Una videoguerrilla de María Cañas“, reza el tagline de EXPO LIO 92’ (2017). Así quedan cristalinas las intenciones de la directora desde el primer instante, momento previo a la agitación audiovisual en un desfile de imágenes de apariencia ruidosa y desordenada pero contenedoras de una dinamita que está lejos de explotar anárquicamente. En realidad, el trabajo de esta creadora empedernida no deja títere con cabeza en una purga estudiada y necesaria que conjuga forma y fondo con habilidad irresistible. Es María Cañas la que aprieta el gatillo, ni más ni menos, emperadora del imaginario colectivo que maneja a su antojo las visiones caleidoscópicas de una sociedad con pautas discutibles y patéticas conductas, y cuya mirada ha dado a luz bofetadas como Fuera de serie (2012) o Sé villana. La Sevilla del diablo (2013).

¡Curro tiene la culpa!. Ese bicho infame con el cuerpo de Michelín, alas de paloma de la paz, cresta de colores y nariz cónica y amenazante, repetía una y otra vez: ¡Bienvenidos a Sevilla!. Los cojones -pensarían muchos- no somos tan modernos, amigos del mundo, ni Curro tan alegre y bailongo. La arrítmica (¿o lo eran los políticos que bailaban a su lado?) mascota de la Expo pasaría de representar los ¿valores? de la universalidad cultural y tecnológica a ser cabeza de protesta de indignados en paro; singular y flagrante la metáfora que Cañas expone con perspicaz gancho en un montaje frenético aunque clarividente; parece una contradicción… pero no.

“La vanguardia me produce taquicardia”, dice en un momento del documental la bruja Avería. Personaje mítico de nuestra televisión, hater de electroduendes y dedo corazón de la peineta ochentera al modus vivendi de los españolazos de la época, el títere de La bola de cristal aparece por segundos en varios tramos del trabajo de la directora. Curiosamente, su tono malévolo e irreverente (“Soy Avería y aspiro a una alcaldía”), le sirve a Cañas para dar el pistoletazo de salida a su particular percepción del supuesto éxito de la exposición sevillana. En forma de análisis alucinatorio, el documental señala con el dedo desde la verdadera naturaleza del Día de la Hispanidad, hasta la deformación de la posmodernidad, pasando por las hoy ruinosas y olvidadas instalaciones de aquel escaparate de país avanzado que debía resultar la isla de La Cartuja.

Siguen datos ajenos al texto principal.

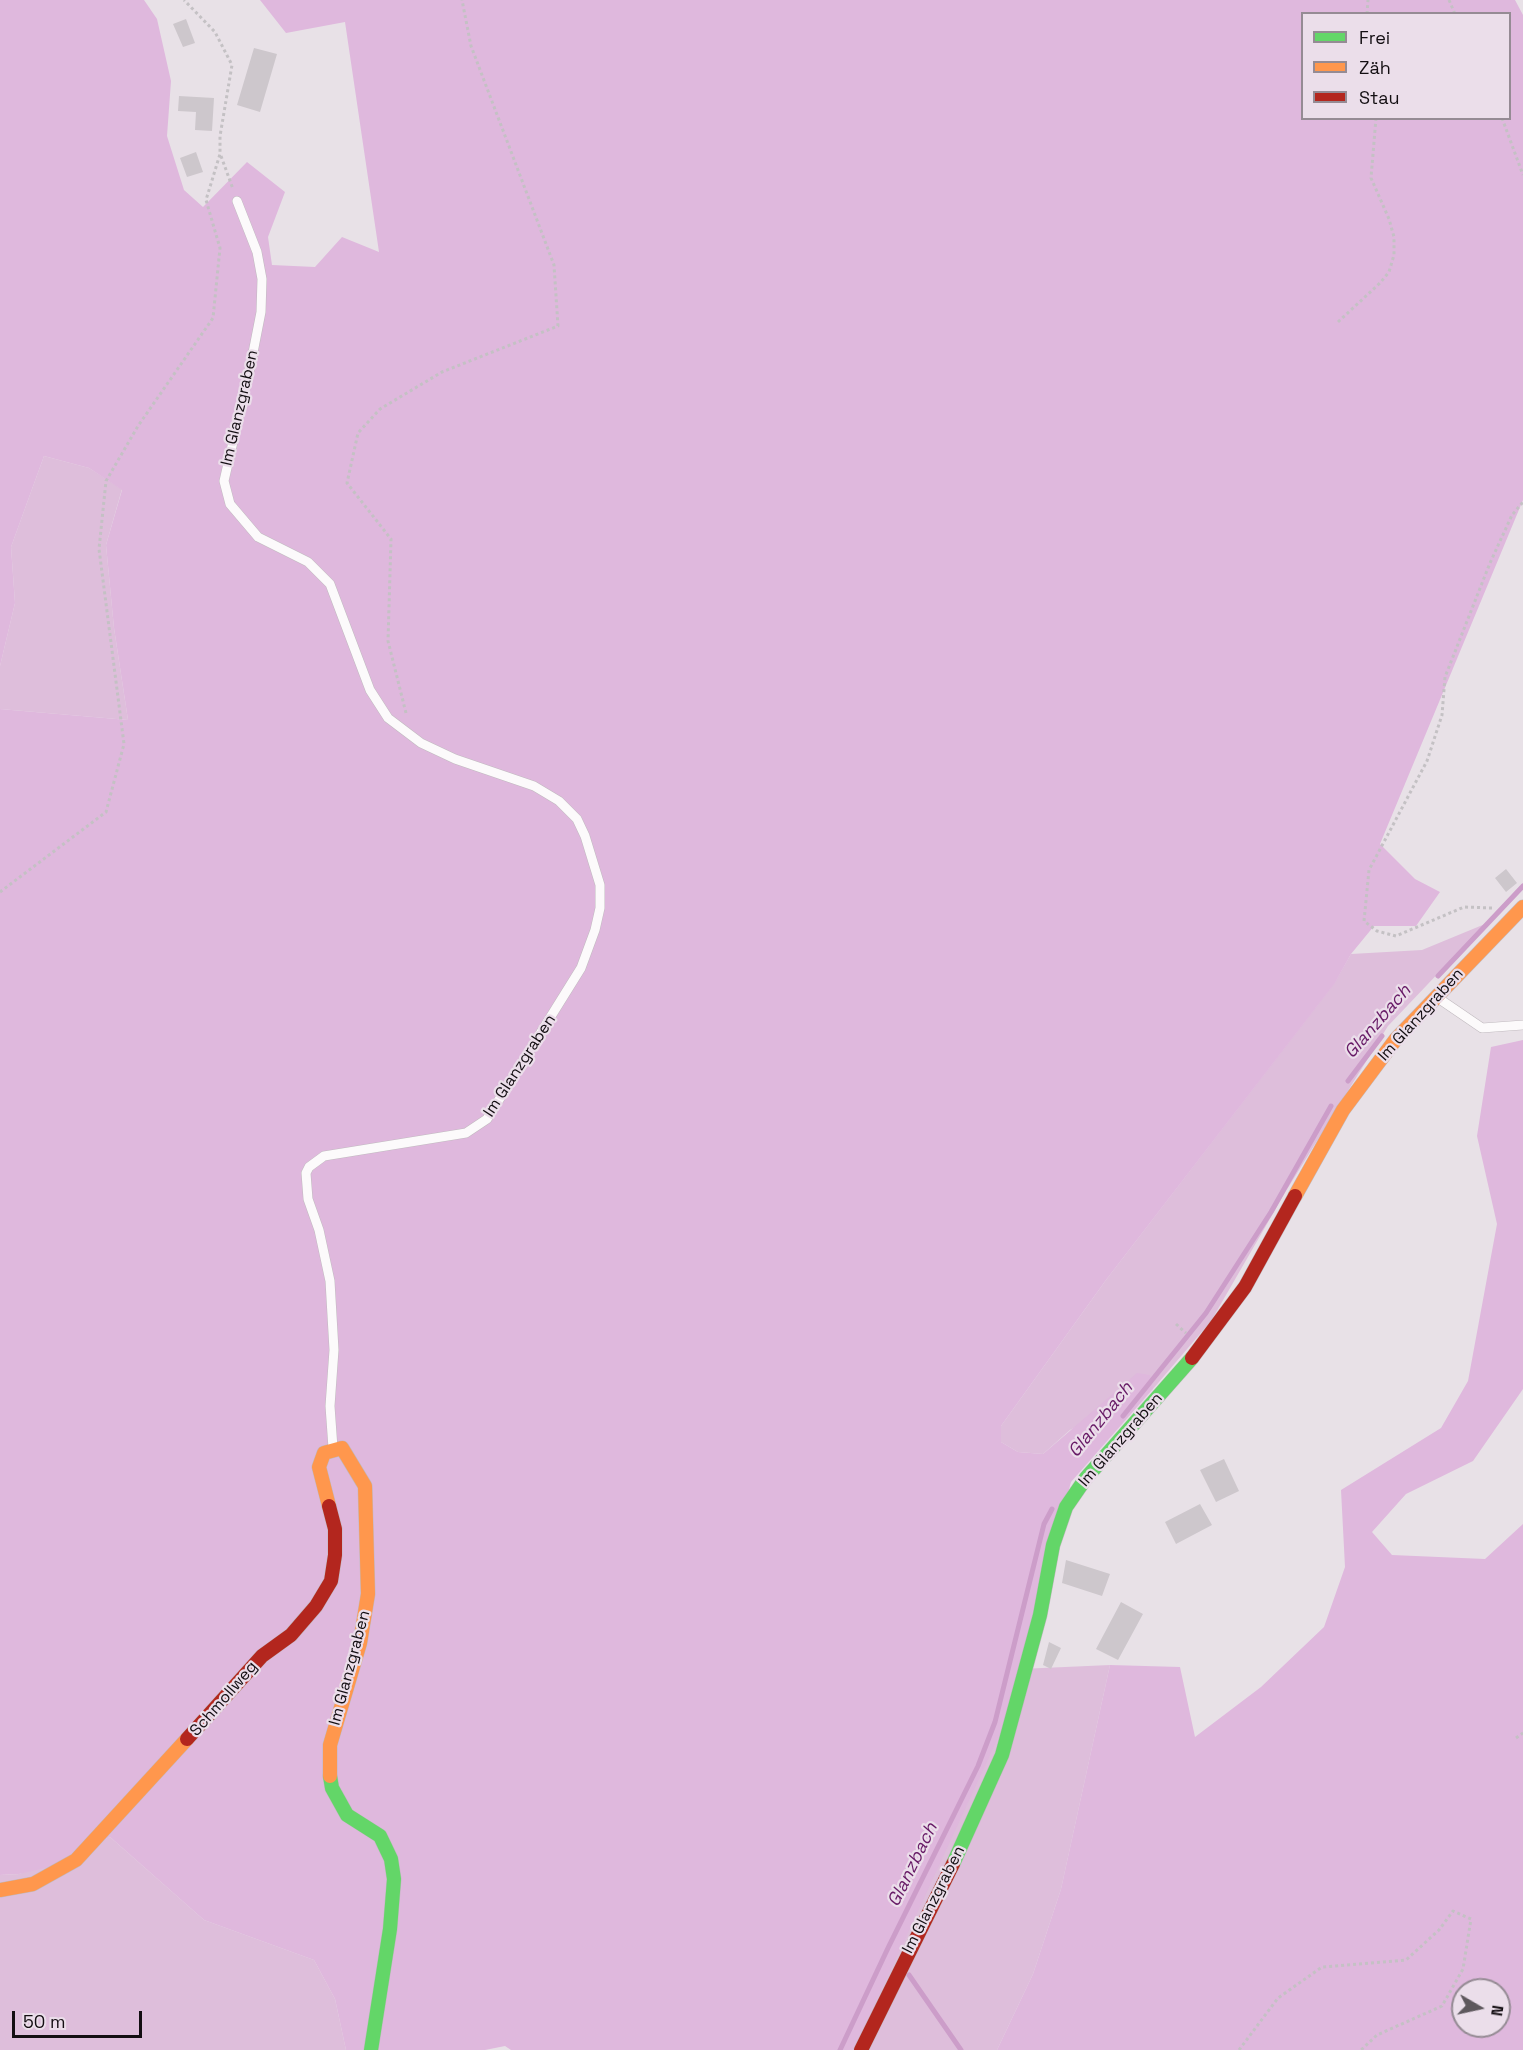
<!DOCTYPE html>
<meta charset="utf-8">
<style>
body{margin:0}
#map{position:relative;width:1523px;height:2050px;overflow:hidden;background:#e8e1e7;font-family:"Space Grotesk",sans-serif}
canvas{display:block}
.legend{position:absolute;left:1301px;top:12px;width:210px;height:108px;box-sizing:border-box;background:#ebdeea;border:2px solid #958b94;margin:0;padding:8px 10px;list-style:none;font-size:18px;color:#130e12}
.legend li{display:flex;align-items:center;gap:12px;height:30px}
.legend b{width:30px;border:2px solid #958b94}
.north{position:absolute;left:1451px;top:1978px;width:60px;height:60px;box-sizing:border-box;background:#ebdeea;border:2px solid #958b94;border-radius:50%;rotate:99deg;font-size:16px;font-weight:700;line-height:24px;text-align:center;color:#130e12}
.north::after{content:'';display:block;margin:auto;width:21px;height:27px;background:#5e585d;clip-path:polygon(50% 0,100% 100%,50% 72%,0 100%)}
.scale{position:absolute;left:12px;top:2011px;width:130px;height:27px;box-sizing:border-box;border:3px solid #130e12;border-top:0;padding-left:8px;font-size:18px;line-height:21px;white-space:nowrap;color:#130e12;-webkit-text-stroke:4px #ebdeea;paint-order:stroke}
</style>
<div id="map">
<canvas width="1523" height="2050"></canvas>
<ul class="legend">
<li><b style="height:8px;background:#63d668"></b>Frei</li>
<li><b style="height:8px;background:#ff974d"></b>Zäh</li>
<li><b style="height:8px;background:#b3261e"></b>Stau</li>
</ul>
<div class="north">N</div>
<div class="scale">50 m</div>
</div>
<script>
const g = document.querySelector('canvas').getContext('2d');
g.lineJoin = 'round';
function paint(path, color) { g.fillStyle = color; g.fill(path, 'evenodd'); }
const shape = rows => new Path2D(rows.map(r => 'M' + r).join(''));
function stroke(path, color, width, dash) { g.strokeStyle = color; g.lineWidth = width; g.lineCap = dash ? 'butt' : 'round'; g.setLineDash(dash || []); g.stroke(path); }
function label(font, color, halo, rows, align = 'center') {
  g.font = font + ' "Space Grotesk",sans-serif'; g.lineWidth = 4.5; g.setLineDash([]); g.textBaseline = 'middle'; g.strokeStyle = halo; g.fillStyle = color; for (const [text, x, y, turn = 0] of rows) {
    g.save(); g.translate(x, y); g.rotate((+turn || 0) * Math.PI / 180); g.textAlign = isNaN(turn) ? turn : align; if (halo) g.strokeText(text, 0, 0); g.fillText(text, 0, 0); g.restore();
  }
}
const green = shape([
 [44,456,89,468,122,489,106,545,114,628,128,720,0,709,0,666,15,603,11,547],
 [1485,924,1388,1026,1286,1191,1211,1321,1153,1389,1070,1430,1043,1454,1018,1452,1001,1442,1001,1426,1106,1280,1335,982,1351,954,1422,950],
 [1110,1665,1061,1889,1033,1974,997,2050,854,2050,1020,1669],
 [110,1837,204,1920,314,1960,335,1999,346,2050,0,2050,0,1875,19,1874]
]);
const forest = shape([
 [0,0,144,0,157,19,171,81,167,136,184,190,203,207,247,162,285,192,268,237,272,265,315,267,342,237,379,252,345,22,286,33,260,0,1515,0,1523,15,1523,500,1380,844,1415,879,1440,892,1416,926,1374,926,1351,954,1335,983,1106,1280,1001,1426,1001,1442,1018,1452,1043,1454,1137,1373,1150,1375,1153,1389,1071,1482,1008,1716,854,2050,511,2050,505,2046,485,2050,346,2050,335,1999,314,1960,204,1920,110,1837,49,1867,19,1874,0,1875,0,709,128,720,114,628,106,545,122,490,89,468,44,456,11,547,15,603,0,666],
 [1302,14,1510,14,1510,118,1302,118],
 [1523,1040,1523,1389,1473,1461,1406,1494,1372,1532,1392,1555,1485,1559,1523,1524,1523,2050,997,2050,1033,1974,1061,1889,1110,1665,1180,1667,1195,1737,1261,1687,1324,1627,1345,1567,1341,1490,1441,1428,1468,1381,1497,1224,1477,1136,1491,1047],
 [1463,1990,1499,1990,1499,2026,1463,2026]
]);
const stream = shape([
 [1438,976,1523,886],
 [1348,1081,1382,1036],
 [1123,1416,1206,1313,1271,1212,1331,1106],
 [909,1975,961,2050],
 [840,2050,888,1948,978,1766,995,1722,1044,1524,1052,1509]
]);
const building = shape([
 [186,19,195,43,183,47,173,24],
 [254,48,277,54,260,112,237,105],
 [179,96,214,98,212,131,195,130,196,112,178,111],
 [196,152,203,172,187,177,180,158],
 [1506,869,1517,883,1506,892,1495,878],
 [1224,1459,1239,1491,1216,1502,1200,1470],
 [1200,1504,1212,1525,1176,1544,1165,1522],
 [1066,1560,1110,1574,1102,1596,1062,1583],
 [1121,1602,1143,1614,1118,1660,1096,1649],
 [1049,1642,1061,1648,1051,1669,1043,1665]
]);
const path = shape([
 [1449,0,1455,14],
 [1367,14,1368,0],
 [1502,118,1523,175],
 [221,156,233,189],
 [1338,322,1380,283,1389,272,1394,255,1394,237,1389,219,1371,178,1376,118],
 [406,713,388,641,391,539,347,483,358,433,380,409,442,372,558,326,554,265,471,46,462,0],
 [0,892,106,812,124,744,99,549,106,481,138,426,213,318,220,248,206,200,220,154,220,136,232,65,215,32,184,0],
 [1492,908,1464,907,1396,936,1377,931,1364,921,1369,870,1427,761,1442,715,1445,677,1490,563,1512,515,1523,502],
 [1176,1324,1186,1333],
 [1516,1738,1523,1733],
 [1239,2050,1278,1998,1322,1967,1406,1960,1439,1930,1453,1911,1471,1919,1463,1969,1442,2006,1377,2035,1361,2050]
]);
const lane = shape([
 [237,201,257,252,262,279,261,312,250,368,224,481,230,504,258,537,308,562,330,584,370,690,388,718,421,743,455,759,534,786,559,801,577,819,585,836,600,885,600,908,595,930,581,968,487,1119,466,1133,324,1156,309,1167,306,1173,308,1199,319,1230,330,1281,334,1350,330,1406,333,1448],
 [1438,998,1482,1028,1523,1025]
]);
const fast = shape([
 [330,1776,332,1788,347,1815,380,1836,391,1859,394,1879,390,1929,371,2050],
 [953,1864,1002,1755,1040,1615,1053,1545,1066,1507,1086,1478,1192,1358]
]);
const slow = shape([
 [1295,1196,1343,1110,1396,1039,1523,907],
 [329,1506,319,1467,324,1453,342,1448,365,1486,368,1594,360,1643,330,1745,330,1776],
 [0,1890,33,1884,76,1860,187,1739]
]);
const jam = shape([
 [1192,1358,1245,1287,1295,1196],
 [187,1739,262,1656,291,1635,316,1606,331,1581,335,1555,335,1529,329,1506],
 [861,2050,953,1864]
]);
const streetNames = [
 ["Im Glanzgraben",240,408,-77],
 ["Im Glanzgraben",1421,1015,-48],
 ["Im Glanzgraben",520,1066,-57],
 ["Im Glanzgraben",1121,1440,-49],
 ["Im Glanzgraben",350,1668,-75],
 ["Schmollweg",224,1699,-49],
 ["Im Glanzgraben",934,1900,-63]
];
const waterNames = [
 ["Glanzbach",1378,1022,-49],
 ["Glanzbach",1101,1420,-51],
 ["Glanzbach",913,1865,-64]
];
paint(green, '#debedb');
paint(forest, '#dfb8dd');
stroke(stream, '#cc9dc9', 5);
paint(building, '#cdc7cc');
stroke(lane, '#c0babf', 10);
stroke(fast, '#c0babf', 15);
stroke(slow, '#c0babf', 15);
stroke(jam, '#c0babf', 15);
stroke(path, '#c4c1c4', 3, [3, 3]);
stroke(lane, '#fcfafb', 9);
stroke(fast, '#63d668', 14);
stroke(slow, '#ff974d', 14);
stroke(jam, '#b3261e', 14);
label('16px', '#130e12', '#ebdeea', streetNames);
label('italic 18px', '#671a66', '#ebdeea', waterNames);
</script>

Las irónicas imágenes de las colas interminables y las carreras al entrar de “vivos vivientes” -como son denominados en el documental los visitantes de la Expo- acompañan a una delirante versión de The Final Countdown… o al revés. Da lo mismo que lo mismo da, pues María Cañas, que nunca deja la escopeta sin cargar, le da la vuelta a todo para que, por momentos, no separemos ficción de realidad. De esta forma, en un redil donde se reparten hostias (seguramente merecidas) y hay sitio hasta para la mediática Wendy Sulca y su Cerveza, cerveza, es como la guerrillera del medio, que no hace mucho presentó Histeria de Cataluña (2018), pone en alerta al espectador inquieto metiendo el dedo en la llaga sobre la idea de “la muerte de España”. Aún con las canillas temblorosas, tras la inteligente vorágine de Cañas, parece urgente preguntarse sin complejos: ¿éramos tan modernos?.